In 2006, he was awarded First Prize in the First Singapore International Competition for Chinese Orchestral Composition and his works and arrangements have since featured regularly in SCO concerts here and overseas.

This enjoyable two-hour concert conducted by SCO music director Yeh Tsung showcased seven works of Watson's, including the world premiere of The Nanyang Gate, a concerto for sanxian inspired by nanyin music and a trip to Xiamen.

The Fujian port city had historically been China's portal to Nanyang, or South-east Asia.

The music opened calmly, gradually building to a heightened sense of anticipation and exhilaration in Huang Gui Fang's virtuosic display on the three-stringed plucked instrument.

Transitions between quiet meditation and purple passion were interesting, culminating in an unaccompanied showy and coruscating cadenza.

The other concertante work was Dialogue (2007) for tabla and orchestra.

Jatinder Singh Bedi provided an incessant conversation, much that was improvised, with the ensemble that was gripping for its entire duration.

In both works, Watson did not slavishly imitate Chinese or Indian music, but assimilated elements of their styles in an original way.

His experience in musical theatre and popular music accounted for Sea - Source Of Life, which opened the concert.

Written for the 2007 National Day Parade, its easy and feel-good demeanour found a mirror in Mahjong Kakis (2007), which employed jazzy and blues idioms to playful effect. The latter has become one of his most exportable works.

On a more serious note, his Tapestry - Time Dances, which won his 2006 grand prix, played on the age-old form of variations, with a simple "ticking" theme subjected to myriad transformations.

The prerequisite of Nanyang inspiration for its composition was cleverly handled, especially in sinuous passages for dizis and some rhythmic drumming.

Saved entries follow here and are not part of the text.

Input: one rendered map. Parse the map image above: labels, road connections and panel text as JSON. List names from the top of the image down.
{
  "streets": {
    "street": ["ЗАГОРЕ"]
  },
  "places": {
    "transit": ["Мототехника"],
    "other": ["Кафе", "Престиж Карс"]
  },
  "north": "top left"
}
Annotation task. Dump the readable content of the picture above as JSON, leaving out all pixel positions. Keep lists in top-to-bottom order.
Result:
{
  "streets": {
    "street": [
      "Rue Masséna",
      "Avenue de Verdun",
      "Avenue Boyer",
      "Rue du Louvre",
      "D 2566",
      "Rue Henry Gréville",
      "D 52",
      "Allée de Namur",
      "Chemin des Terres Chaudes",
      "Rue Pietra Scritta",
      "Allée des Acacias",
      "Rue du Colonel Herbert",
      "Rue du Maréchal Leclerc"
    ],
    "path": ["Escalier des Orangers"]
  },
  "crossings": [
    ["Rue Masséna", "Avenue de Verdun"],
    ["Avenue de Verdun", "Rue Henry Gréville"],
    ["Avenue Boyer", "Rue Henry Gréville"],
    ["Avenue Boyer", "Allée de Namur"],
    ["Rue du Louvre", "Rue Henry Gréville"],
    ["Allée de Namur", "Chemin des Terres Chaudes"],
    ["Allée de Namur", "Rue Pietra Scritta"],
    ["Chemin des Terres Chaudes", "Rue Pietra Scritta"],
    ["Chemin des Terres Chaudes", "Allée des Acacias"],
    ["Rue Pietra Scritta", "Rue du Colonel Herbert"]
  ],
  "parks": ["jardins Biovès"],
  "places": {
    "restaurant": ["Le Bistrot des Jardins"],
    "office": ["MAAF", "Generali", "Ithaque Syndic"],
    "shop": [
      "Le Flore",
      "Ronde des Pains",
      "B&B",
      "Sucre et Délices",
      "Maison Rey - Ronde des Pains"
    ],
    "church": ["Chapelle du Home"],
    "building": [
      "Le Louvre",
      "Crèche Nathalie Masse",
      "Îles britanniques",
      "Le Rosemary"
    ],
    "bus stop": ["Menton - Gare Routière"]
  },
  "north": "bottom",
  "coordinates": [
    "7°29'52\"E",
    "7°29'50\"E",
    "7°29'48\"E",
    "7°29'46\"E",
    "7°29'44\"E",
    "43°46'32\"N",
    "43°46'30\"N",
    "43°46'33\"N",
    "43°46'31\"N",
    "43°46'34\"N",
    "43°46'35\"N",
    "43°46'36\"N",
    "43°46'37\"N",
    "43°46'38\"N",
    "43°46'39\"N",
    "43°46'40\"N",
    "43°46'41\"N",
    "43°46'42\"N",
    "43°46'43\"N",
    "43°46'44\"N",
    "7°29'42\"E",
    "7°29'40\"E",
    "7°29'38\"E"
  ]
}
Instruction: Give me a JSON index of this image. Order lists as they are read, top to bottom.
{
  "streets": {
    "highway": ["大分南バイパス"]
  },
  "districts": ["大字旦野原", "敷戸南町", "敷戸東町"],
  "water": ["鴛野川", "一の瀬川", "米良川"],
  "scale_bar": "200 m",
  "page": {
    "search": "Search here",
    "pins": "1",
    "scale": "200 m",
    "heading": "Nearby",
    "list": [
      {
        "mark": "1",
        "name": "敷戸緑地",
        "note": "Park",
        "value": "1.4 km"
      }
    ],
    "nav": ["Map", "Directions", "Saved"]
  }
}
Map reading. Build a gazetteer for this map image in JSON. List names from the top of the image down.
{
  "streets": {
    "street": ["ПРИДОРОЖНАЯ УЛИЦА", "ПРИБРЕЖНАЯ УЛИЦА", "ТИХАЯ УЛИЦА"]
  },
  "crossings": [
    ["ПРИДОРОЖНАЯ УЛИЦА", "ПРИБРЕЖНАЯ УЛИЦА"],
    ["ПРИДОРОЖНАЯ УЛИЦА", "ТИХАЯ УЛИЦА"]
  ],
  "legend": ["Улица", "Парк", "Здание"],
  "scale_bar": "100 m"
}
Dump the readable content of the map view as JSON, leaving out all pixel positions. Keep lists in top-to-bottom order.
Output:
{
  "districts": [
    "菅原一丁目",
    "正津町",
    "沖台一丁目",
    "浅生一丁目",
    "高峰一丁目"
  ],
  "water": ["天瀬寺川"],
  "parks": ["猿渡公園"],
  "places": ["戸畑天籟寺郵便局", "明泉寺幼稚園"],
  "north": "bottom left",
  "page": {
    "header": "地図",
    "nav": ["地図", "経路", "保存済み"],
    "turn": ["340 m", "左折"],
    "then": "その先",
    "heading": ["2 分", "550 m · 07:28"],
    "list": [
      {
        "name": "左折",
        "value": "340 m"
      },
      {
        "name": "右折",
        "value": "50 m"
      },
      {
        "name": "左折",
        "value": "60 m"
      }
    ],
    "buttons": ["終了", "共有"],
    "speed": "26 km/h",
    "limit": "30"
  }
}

Throw in a slow section recalling the pastoral string strains of his compatriot Vaughan Williams and its appeal may be seen as universal.

From a similar fabric was An Independent Note (2015) conceived as a musical portrait of Singapore founding father Lee Kuan Yew using a selection of his quotes.

Lee's stentorian voice came alive via veteran thespian Lim Kay Tong, who projected a resolute and defiant spirit rather than providing mere vocal mimicry.

Arguably, Watson's most popular work is The Ceilidh, taken from a Gaelic word meaning concert or gathering.

Using highland melodies which are largely pentatonic, the line between Chinese music and that of the British Isles became blurred.

That was until the glorious emergence of O Waly Waly (The River Is Wide), the big tune which swept all and sundry to a raucous and joyous end.